Your answer should be the lines below from the one holding "M431 205 434" through the one holding "M254 456 310 447", copied exactly and with nothing else.
○ ○ ○
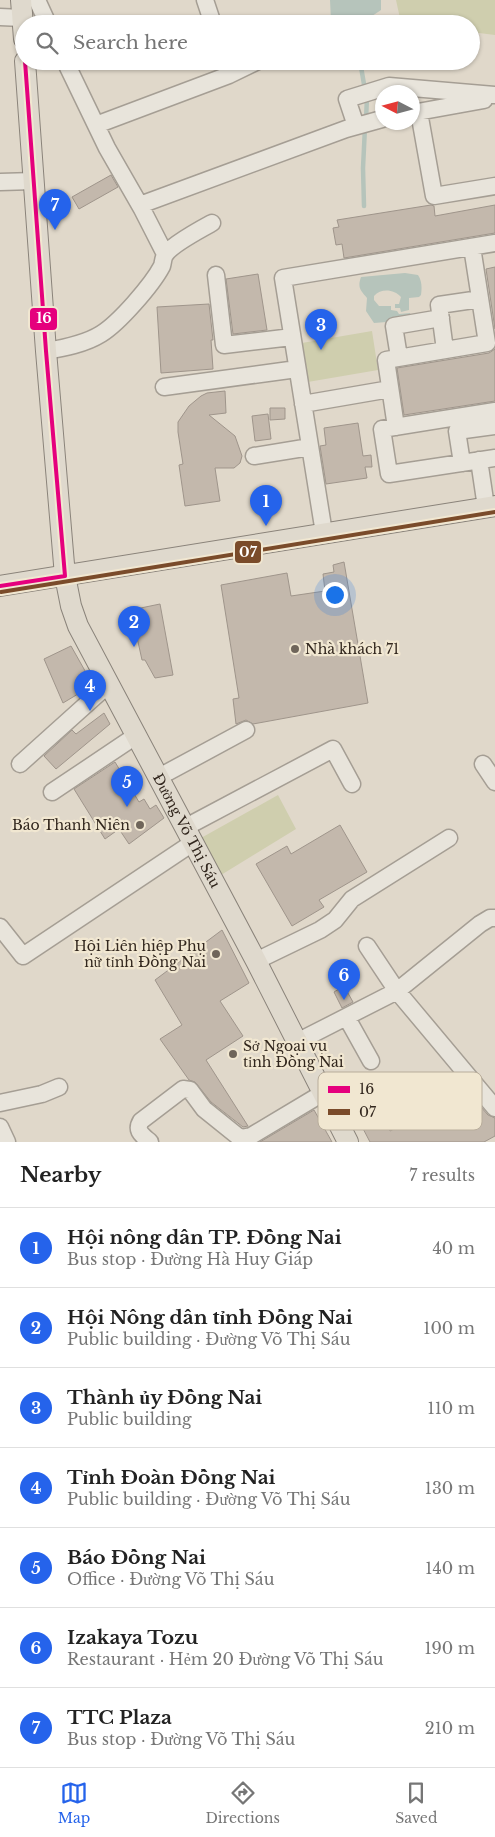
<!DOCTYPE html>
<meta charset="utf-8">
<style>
:root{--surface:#fff;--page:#f6f6f6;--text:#222;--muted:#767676;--line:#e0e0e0;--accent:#2563eb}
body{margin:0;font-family:"Libre Baskerville",serif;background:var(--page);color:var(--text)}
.compass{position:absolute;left:375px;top:85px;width:45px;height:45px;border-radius:50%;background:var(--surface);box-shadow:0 1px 4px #0004;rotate:276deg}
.you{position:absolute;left:334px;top:594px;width:18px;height:18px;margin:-12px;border:4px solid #fff;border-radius:50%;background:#1a73e8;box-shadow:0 0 0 8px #1a73e833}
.badge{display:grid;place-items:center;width:32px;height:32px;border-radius:50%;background:var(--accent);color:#fff;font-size:16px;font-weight:700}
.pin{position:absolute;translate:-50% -41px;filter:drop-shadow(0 1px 2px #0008)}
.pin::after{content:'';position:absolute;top:26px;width:18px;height:15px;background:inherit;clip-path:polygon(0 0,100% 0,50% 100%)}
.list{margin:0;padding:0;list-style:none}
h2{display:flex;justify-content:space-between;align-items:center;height:65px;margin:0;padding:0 20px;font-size:21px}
h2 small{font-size:16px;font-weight:400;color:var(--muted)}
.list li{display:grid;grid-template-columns:32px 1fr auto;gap:15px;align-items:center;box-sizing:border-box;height:80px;padding:0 20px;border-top:1px solid var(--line)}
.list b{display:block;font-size:19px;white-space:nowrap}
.list p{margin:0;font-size:16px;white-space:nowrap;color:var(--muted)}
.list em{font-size:16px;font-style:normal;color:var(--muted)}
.icon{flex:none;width:28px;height:28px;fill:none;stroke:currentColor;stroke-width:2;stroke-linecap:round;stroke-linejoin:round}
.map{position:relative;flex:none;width:495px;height:1142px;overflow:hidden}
.search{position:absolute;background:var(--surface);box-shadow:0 1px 4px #0004;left:15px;right:15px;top:15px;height:55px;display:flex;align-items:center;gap:12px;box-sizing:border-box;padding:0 18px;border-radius:28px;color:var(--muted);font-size:19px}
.sheet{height:625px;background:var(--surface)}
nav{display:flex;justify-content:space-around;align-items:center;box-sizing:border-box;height:70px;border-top:1px solid var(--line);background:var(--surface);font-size:14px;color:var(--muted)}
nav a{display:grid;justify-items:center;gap:2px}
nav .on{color:var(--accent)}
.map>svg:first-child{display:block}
</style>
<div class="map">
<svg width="495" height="1142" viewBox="0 0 495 1142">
<rect width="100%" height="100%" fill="#e0d8ca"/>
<!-- green -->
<path fill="#cfceae" d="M396 0H495V35L471 32V24L401 23Z
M372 331 378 370 302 383 296 344Z
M278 795 296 829 221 875 201 838Z"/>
<!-- water -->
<path fill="#b6c4bb" d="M330 0H381V10L363 22 331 21Z
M405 273 418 275C422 281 422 288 421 295L419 297 409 298V310L401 312 400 308H395V304H399L401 297C394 289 381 288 374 296V300L379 306H391V310L397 311 399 314 410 313 411 320 374 323 366 311 367 298C361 291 357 288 361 277Z"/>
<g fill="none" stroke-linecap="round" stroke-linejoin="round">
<!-- stream -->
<path stroke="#b6c4bb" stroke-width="4.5" d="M350 21 351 24
M360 61 365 90
M366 120 367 97
M364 206 363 168 365 127"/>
</g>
<!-- building -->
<path fill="#c3b8ac" stroke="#9f958b" d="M111 175 118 187 79 209 72 197Z
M431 205 434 206 435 216 495 205V233L344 258 342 244 336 245 333 228 339 227 337 220Z
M495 267V329L486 269Z
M258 274 267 330 233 334 226 279Z
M209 304 213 340H211L213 369 161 373 157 307Z
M495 349V401L404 415 397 368 489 353Z
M225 391 226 413 209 415 235 436 242 456 240 463 234 468H215L220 501 185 506 179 465 183 464 178 432V422L189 406 201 396 207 393Z
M270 408H285V419L270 420Z
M268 414 271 439 255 441 252 416Z
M358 423 363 456 371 455 372 467H365L367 478 326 484 320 446 326 445 324 428Z
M344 562 368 703 253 724 246 720 236 724 233 699 239 698 221 585 287 573 291 596 325 591 323 574 334 572 333 565Z
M160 604 173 675 155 678 145 660H142L131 610Z
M71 646 93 685 63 703 44 659Z
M104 713 110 724 56 769 44 756 72 730 76 734Z
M115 762 139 802 144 799 150 809 156 805 164 818 129 844 119 829 105 839 74 789Z
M340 825 367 872 319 900 324 907 292 926 256 864 287 846 291 854Z
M222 930 249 983 220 1001 243 1036 206 1060 248 1126 243 1127 211 1102 195 1082 189 1080 160 1039 182 1025 155 980Z
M344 986 353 1002 342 1008 334 992Z
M462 1094 472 1111 481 1107 488 1115 495 1118V1136L484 1142H370L358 1119 378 1109 390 1131Z
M314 1110 332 1142H260Z"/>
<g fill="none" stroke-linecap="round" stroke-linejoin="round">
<defs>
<path id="minor" d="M37 0 48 24
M205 0 213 24
M0 17 22 18
M65 61 107 148 142 209 165 254
M419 112 434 196 495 186
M412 113 484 100
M96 125 229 75 258 61
M356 126 347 99 389 86 495 95
M0 182 34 181
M140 205 346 129 382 119
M216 275 224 345 292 337
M445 350 439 305 480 299
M46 351C64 348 85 344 101 334 119 323 152 285 162 266 163 263 163 258 165 255 171 245 201 229 212 223
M399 357 394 326 441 318
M164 387 297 369
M303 404 390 389
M495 411 382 429 389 474 495 458
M396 427 386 360 487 343 472 247
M254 456 310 447
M479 460 486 507
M462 463 457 431 495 426
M324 533 283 278 495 243
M20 764 109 684
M483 764 495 782
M159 777 246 730
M52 792 137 735
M186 827 333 749 352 784
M0 927 23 956 194 842
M367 946 397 991 495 1108
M256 961 320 930 335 920 352 899 449 838
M347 1018 371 1061
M297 1042 397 991 480 924 490 918H495
M0 1103 42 1094 59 1087
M0 1127 7 1142
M150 1142C142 1135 135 1131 141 1121L183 1089 190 1090 204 1109 240 1138 251 1136 323 1093"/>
<g id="major">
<path d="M21 0 24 39"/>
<path id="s1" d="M25 61 46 351 65 576 71 606 78 626 256 961 348 1142"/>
<path d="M0 586 495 506"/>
</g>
</defs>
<!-- minor casing -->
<use href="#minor" stroke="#a59e94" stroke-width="19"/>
<!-- major casing -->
<use href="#major" stroke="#8a837a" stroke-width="22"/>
<!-- minor -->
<use href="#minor" stroke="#e8e4db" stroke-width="16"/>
<!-- major -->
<use href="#major" stroke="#dfd9cd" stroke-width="20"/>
<defs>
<path id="bus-1" d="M25 61 46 351 65 576
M0 586 65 576"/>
<path id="bus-2" d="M1 592 495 512"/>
</defs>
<!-- bus-1 casing -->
<use href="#bus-1" stroke="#f1e7d1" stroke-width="8"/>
<!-- bus-2 casing -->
<use href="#bus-2" stroke="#f1e7d1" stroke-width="8"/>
<!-- bus-1 -->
<use href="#bus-1" stroke="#e5007d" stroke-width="4"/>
<!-- bus-2 -->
<use href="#bus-2" stroke="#7a4b2a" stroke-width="4"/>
</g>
<!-- markers -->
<g fill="#6f655a" stroke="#f1e7d1" stroke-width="2">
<circle cx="295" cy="649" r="5"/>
<circle cx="140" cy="825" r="5"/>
<circle cx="216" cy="954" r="5"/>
<circle cx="233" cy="1054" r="5"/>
</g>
<g text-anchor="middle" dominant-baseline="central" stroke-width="4.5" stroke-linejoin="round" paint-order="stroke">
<!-- poi labels -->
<g font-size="14" fill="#32271e" stroke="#f1e7d1" text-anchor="start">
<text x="305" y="649">Nhà khách 71</text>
<text x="130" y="825" text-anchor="end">Báo Thanh Niên</text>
<text x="206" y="946" text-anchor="end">Hội Liên hiệp Phụ<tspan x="206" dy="16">nữ tỉnh Đồng Nai</tspan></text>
<text x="243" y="1046">Sở Ngoại vụ<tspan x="243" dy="16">tỉnh Đồng Nai</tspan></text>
</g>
<!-- street labels -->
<g font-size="14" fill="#32271e" stroke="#f1e7d1">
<text stroke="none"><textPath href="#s1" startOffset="800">Đường Võ Thị Sáu</textPath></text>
</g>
</g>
<!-- legend -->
<rect x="318" y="1072" width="164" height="58" rx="8" fill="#f1e7d1" stroke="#b8ad9b" stroke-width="1"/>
<rect x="328" y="1086" width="22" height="7" fill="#e5007d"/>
<rect x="328" y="1109" width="22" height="6" fill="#7a4b2a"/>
<g font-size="14" fill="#32271e">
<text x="359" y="1094">16</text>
<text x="359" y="1117">07</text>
</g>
<g stroke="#f1e7d1" stroke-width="2">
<rect x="29" y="307" width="29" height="24" rx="5" fill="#e5007d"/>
<rect x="234" y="540" width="28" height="24" rx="5" fill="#7a4b2a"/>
</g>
<g font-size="14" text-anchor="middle" font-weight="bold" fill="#fff">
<text x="44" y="323">16</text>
<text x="248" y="557">07</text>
</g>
</svg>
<svg class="compass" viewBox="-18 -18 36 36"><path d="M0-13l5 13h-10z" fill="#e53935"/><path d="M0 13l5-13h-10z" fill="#767676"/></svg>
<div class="you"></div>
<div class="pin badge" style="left:266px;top:526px">1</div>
<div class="pin badge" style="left:134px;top:647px">2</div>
<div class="pin badge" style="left:321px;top:350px">3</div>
<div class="pin badge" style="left:90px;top:711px">4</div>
<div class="pin badge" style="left:127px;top:807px">5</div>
<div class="pin badge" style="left:344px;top:1000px">6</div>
<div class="pin badge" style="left:55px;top:230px">7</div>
<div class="search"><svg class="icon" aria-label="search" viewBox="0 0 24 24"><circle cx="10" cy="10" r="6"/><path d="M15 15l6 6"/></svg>Search here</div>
</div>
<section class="sheet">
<h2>Nearby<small>7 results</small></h2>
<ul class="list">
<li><span class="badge">1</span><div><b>Hội nông dân TP. Đồng Nai</b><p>Bus stop · Đường Hà Huy Giáp</p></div><em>40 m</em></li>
<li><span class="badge">2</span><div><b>Hội Nông dân tỉnh Đồng Nai</b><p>Public building · Đường Võ Thị Sáu</p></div><em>100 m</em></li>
<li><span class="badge">3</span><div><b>Thành ủy Đồng Nai</b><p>Public building</p></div><em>110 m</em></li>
<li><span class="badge">4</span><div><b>Tỉnh Đoàn Đồng Nai</b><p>Public building · Đường Võ Thị Sáu</p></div><em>130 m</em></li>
<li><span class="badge">5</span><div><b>Báo Đồng Nai</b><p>Office · Đường Võ Thị Sáu</p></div><em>140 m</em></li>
<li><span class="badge">6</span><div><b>Izakaya Tozu</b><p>Restaurant · Hẻm 20 Đường Võ Thị Sáu</p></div><em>190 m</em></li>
<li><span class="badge">7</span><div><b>TTC Plaza</b><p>Bus stop · Đường Võ Thị Sáu</p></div><em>210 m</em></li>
</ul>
</section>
<nav>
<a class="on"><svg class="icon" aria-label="map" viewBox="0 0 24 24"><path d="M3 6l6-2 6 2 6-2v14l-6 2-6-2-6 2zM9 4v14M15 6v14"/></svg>Map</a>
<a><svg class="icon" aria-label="directions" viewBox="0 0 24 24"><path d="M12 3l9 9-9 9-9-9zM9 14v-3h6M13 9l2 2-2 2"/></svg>Directions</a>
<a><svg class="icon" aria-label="saved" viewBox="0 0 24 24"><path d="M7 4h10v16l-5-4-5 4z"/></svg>Saved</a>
</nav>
○ ○ ○
- _TASK RESULT_:
M431 205 434 206 435 216 495 205V233L344 258 342 244 336 245 333 228 339 227 337 220Z
M495 267V329L486 269Z
M258 274 267 330 233 334 226 279Z
M209 304 213 340H211L213 369 161 373 157 307Z
M495 349V401L404 415 397 368 489 353Z
M225 391 226 413 209 415 235 436 242 456 240 463 234 468H215L220 501 185 506 179 465 183 464 178 432V422L189 406 201 396 207 393Z
M270 408H285V419L270 420Z
M268 414 271 439 255 441 252 416Z
M358 423 363 456 371 455 372 467H365L367 478 326 484 320 446 326 445 324 428Z
M344 562 368 703 253 724 246 720 236 724 233 699 239 698 221 585 287 573 291 596 325 591 323 574 334 572 333 565Z
M160 604 173 675 155 678 145 660H142L131 610Z
M71 646 93 685 63 703 44 659Z
M104 713 110 724 56 769 44 756 72 730 76 734Z
M115 762 139 802 144 799 150 809 156 805 164 818 129 844 119 829 105 839 74 789Z
M340 825 367 872 319 900 324 907 292 926 256 864 287 846 291 854Z
M222 930 249 983 220 1001 243 1036 206 1060 248 1126 243 1127 211 1102 195 1082 189 1080 160 1039 182 1025 155 980Z
M344 986 353 1002 342 1008 334 992Z
M462 1094 472 1111 481 1107 488 1115 495 1118V1136L484 1142H370L358 1119 378 1109 390 1131Z
M314 1110 332 1142H260Z"/>
<g fill="none" stroke-linecap="round" stroke-linejoin="round">
<defs>
<path id="minor" d="M37 0 48 24
M205 0 213 24
M0 17 22 18
M65 61 107 148 142 209 165 254
M419 112 434 196 495 186
M412 113 484 100
M96 125 229 75 258 61
M356 126 347 99 389 86 495 95
M0 182 34 181
M140 205 346 129 382 119
M216 275 224 345 292 337
M445 350 439 305 480 299
M46 351C64 348 85 344 101 334 119 323 152 285 162 266 163 263 163 258 165 255 171 245 201 229 212 223
M399 357 394 326 441 318
M164 387 297 369
M303 404 390 389
M495 411 382 429 389 474 495 458
M396 427 386 360 487 343 472 247
M254 456 310 447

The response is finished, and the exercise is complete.